I like to support indie designers in general, but there’s always a compromise.
- For instance – Is it really a tent dress? Tessuti doesn’t provide any line art for the Gabby. Not anywhere. And all their pics of it are in dark fabrics on models in poses that just don’t show the dress lines. aarrggh.
- It’s a PDF – Tessuti says to use an A4 printer (that’s not really a printer type, it’s a paper type, but I’m being picky). Most PDF patterns have enough margin to print on both A4 and letter size paper. But Tessuti’s requirement made me wonder if their pattern printed all the way to the edge of the paper!
OK, I went for it. It’s Halloween month.
Surprise, surprise, surprise – I paid a lot for this thing and got a hand-drawn pattern! Not even well-drawn. Sloppy, wavy lines. I don’t want art, I want a professionally drafted pattern!
What size do I wear? Tessuti doesn’t include any garment measurements, other than the length of the short and long dress. There are no measurement markings on the pattern. I thought I’d get a little bit more with the pattern, since the online info is so sketchy. Ha! Here’s what’s provided:
- XS, S , M and L equivalent to (AUS) sizing 8,10, 12 and 14
So I went looking for AUS sizing and found OnlineConversion.com. I entered 10 in the Australia box and the U.S. conversion was size 6/Small. Not me! AUS size 12 is much closer to my U.S. RTW size.
Once I got the pattern taped together, I did some measuring. The S and M are actually very close in size, but I drafted the M to get the width and length through the upper bodice, front and back.
The finished Medium bust at my apex is 46″, and the low hip is 62″. The latter is expected, as this is a tent dress. I knew I was in for an adjustment at the upper side seam, but that’s OK.
I’ll say something nice here – this is a very forgiving design for lumps and bumps!

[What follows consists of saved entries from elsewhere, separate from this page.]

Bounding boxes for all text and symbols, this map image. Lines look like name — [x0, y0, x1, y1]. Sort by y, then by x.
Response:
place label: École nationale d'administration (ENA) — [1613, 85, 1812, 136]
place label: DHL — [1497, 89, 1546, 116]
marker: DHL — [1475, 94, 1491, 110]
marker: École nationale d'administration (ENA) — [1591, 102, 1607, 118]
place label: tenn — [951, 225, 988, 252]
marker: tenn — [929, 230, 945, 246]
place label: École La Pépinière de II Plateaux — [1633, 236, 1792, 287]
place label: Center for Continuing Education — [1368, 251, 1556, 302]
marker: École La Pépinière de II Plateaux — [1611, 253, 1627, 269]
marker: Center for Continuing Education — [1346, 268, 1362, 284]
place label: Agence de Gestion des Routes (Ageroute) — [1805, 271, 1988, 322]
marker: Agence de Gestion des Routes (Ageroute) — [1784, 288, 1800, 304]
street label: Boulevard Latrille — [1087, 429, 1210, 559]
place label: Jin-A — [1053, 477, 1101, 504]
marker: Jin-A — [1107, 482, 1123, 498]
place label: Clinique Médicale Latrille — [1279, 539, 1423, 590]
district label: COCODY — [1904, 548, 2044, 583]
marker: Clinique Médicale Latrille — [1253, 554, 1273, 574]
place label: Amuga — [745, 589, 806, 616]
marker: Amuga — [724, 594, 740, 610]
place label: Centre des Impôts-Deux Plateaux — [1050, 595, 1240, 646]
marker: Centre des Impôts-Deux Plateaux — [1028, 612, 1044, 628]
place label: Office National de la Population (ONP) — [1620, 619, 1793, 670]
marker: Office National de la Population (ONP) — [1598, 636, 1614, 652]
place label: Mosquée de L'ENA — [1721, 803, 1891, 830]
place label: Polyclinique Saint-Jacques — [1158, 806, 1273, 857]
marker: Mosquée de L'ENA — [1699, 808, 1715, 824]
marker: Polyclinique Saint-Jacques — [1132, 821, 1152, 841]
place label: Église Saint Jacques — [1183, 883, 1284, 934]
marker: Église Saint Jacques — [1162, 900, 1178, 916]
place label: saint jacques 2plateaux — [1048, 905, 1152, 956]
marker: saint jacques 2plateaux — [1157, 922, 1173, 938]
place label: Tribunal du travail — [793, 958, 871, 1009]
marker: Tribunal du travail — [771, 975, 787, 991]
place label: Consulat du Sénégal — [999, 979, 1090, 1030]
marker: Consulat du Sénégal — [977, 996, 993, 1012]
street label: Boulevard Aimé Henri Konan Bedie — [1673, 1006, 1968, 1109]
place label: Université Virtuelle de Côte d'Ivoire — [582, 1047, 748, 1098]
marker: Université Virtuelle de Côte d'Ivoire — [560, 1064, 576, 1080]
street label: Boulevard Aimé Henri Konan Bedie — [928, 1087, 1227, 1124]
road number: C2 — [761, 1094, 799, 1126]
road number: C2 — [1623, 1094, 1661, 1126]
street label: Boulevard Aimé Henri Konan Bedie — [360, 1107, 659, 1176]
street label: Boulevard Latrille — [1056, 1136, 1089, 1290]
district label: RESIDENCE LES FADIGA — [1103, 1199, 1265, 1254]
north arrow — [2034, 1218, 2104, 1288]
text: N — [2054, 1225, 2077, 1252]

To end on an up note, a gift. Here’s a look at the lines of the pattern:
And what I hope is a helpful tip for anyone who finds the sleeves are not comfortable (Saturday 10/4 – I just edited this a little bit, after working with the pattern again this morning):
I’m not using the sleeve, which means I am reshaping the armhole a lot. The back armhole is actually quite a bit longer than the front armhole. And both are a little too long for this style sleeve and bodice. I think this may be why the top pulls around the lower arm when it’s worn. Some things to try: I would bring the lower edge of the armhole up about 1/2″ to 3/4″ and narrow the width of the sleeve accordingly. I would also try folding the back of the pattern, midway down the armhole, effectively shortening the back armhole. Looking at a pattern that fits well would be a good starting point for working with the alterations.
I’ve almost finished my muslin in the pic above, it’s really cute. And I’ll the doing the post soon.